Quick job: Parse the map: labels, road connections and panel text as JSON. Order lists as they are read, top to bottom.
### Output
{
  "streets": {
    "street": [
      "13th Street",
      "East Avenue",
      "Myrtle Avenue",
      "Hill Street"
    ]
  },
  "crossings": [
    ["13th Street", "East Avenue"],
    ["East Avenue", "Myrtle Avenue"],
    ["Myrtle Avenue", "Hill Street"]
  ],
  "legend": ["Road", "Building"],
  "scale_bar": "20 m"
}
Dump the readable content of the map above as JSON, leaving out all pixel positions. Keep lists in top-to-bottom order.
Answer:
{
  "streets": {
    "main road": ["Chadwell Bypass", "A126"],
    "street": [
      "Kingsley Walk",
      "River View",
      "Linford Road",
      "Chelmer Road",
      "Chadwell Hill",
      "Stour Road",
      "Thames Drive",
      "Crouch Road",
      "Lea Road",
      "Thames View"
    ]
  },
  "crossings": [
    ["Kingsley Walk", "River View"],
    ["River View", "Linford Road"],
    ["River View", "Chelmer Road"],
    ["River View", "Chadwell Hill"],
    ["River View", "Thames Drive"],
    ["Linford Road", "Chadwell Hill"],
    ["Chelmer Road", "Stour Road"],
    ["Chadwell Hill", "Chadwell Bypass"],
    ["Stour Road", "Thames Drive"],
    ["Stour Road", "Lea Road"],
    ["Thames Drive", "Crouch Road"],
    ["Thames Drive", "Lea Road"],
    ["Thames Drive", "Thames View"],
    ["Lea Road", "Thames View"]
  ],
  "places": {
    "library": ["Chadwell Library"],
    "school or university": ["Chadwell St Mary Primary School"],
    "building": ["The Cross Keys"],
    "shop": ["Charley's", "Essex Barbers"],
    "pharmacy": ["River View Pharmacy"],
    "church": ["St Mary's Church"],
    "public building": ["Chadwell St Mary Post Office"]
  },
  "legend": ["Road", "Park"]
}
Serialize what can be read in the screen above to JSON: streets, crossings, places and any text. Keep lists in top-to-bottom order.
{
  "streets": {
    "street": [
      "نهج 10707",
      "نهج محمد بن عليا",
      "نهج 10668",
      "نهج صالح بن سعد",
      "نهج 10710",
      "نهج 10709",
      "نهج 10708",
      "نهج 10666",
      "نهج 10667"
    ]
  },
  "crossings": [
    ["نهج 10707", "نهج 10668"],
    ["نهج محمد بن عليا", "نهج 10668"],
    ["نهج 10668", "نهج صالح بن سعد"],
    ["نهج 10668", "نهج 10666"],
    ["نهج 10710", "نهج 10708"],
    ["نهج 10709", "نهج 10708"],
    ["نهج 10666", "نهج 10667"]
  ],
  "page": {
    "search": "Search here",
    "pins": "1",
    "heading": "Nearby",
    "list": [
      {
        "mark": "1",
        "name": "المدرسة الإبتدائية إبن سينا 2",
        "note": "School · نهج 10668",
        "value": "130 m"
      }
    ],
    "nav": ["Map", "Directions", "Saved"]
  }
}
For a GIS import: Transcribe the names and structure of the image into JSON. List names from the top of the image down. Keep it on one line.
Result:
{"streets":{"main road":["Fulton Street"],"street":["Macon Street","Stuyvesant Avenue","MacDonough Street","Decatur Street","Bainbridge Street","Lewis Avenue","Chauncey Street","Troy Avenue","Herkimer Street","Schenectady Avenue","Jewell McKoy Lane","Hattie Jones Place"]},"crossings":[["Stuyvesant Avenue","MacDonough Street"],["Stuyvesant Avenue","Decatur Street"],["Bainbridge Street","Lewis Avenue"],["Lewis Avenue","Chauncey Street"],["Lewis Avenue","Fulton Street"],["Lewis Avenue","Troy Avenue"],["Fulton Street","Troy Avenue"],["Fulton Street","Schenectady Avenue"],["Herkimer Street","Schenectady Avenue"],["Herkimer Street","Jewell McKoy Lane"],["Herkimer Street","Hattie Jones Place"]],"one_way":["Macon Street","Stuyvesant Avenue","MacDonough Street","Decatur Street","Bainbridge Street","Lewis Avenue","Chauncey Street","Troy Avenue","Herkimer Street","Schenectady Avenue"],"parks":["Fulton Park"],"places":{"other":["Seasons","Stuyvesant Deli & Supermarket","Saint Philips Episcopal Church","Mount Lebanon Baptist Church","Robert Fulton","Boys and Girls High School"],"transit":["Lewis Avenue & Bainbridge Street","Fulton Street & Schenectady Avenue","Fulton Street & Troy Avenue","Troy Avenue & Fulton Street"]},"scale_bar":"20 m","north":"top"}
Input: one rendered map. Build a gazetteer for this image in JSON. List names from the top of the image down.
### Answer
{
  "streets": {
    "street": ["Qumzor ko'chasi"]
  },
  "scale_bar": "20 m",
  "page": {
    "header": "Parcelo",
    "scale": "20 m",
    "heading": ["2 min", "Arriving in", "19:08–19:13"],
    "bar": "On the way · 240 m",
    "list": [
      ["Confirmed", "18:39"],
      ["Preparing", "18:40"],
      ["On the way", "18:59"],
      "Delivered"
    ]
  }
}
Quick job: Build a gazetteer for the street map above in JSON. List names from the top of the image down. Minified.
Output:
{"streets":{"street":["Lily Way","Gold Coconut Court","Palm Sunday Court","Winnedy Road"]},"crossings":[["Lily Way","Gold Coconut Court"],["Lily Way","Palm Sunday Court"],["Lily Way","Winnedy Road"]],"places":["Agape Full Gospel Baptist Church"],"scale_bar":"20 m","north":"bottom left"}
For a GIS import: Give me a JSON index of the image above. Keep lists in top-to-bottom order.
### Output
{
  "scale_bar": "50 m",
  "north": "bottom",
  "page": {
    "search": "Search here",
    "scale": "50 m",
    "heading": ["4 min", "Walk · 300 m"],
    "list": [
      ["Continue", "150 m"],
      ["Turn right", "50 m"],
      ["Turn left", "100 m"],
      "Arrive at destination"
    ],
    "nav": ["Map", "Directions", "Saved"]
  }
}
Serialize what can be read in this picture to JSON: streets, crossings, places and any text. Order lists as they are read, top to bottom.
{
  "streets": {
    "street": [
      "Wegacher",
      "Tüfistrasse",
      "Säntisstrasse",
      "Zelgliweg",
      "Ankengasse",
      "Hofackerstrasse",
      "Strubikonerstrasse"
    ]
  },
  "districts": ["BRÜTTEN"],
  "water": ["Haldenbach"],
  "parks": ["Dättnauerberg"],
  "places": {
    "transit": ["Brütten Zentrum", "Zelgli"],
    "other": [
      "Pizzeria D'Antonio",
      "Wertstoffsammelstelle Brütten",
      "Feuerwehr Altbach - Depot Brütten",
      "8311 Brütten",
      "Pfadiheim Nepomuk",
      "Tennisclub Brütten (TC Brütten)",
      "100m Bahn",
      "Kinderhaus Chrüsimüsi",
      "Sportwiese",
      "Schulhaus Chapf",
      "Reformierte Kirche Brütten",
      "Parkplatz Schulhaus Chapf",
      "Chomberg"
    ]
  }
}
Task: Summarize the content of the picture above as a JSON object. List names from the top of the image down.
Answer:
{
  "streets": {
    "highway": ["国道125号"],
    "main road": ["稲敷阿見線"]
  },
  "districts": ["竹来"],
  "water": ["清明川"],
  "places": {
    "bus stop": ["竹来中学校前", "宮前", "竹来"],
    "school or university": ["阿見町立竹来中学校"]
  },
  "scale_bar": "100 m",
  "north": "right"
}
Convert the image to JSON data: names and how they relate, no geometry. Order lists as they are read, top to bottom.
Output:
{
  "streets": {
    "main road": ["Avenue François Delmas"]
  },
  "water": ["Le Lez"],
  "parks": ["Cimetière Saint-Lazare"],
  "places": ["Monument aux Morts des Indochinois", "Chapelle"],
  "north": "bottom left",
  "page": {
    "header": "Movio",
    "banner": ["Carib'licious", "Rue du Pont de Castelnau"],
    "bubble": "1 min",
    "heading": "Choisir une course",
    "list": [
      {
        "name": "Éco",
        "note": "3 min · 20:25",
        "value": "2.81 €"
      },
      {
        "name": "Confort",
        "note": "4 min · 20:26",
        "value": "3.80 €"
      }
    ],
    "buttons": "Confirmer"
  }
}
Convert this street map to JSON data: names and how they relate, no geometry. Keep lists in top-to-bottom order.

◆ Exercise: Your reply should hold all the lines from the listing above in which "image" appears.

◆ Task answer:
For a GIS import: Transcribe the names and structure of the image into JSON. List names from the top of the image down. Keep it on one line.
Input: one rendered map. Build a gazetteer for this image in JSON. List names from the top of the image down.
Quick job: Build a gazetteer for the street map above in JSON. List names from the top of the image down. Minified.
For a GIS import: Give me a JSON index of the image above. Keep lists in top-to-bottom order.
Task: Summarize the content of the picture above as a JSON object. List names from the top of the image down.
Convert the image to JSON data: names and how they relate, no geometry. Order lists as they are read, top to bottom.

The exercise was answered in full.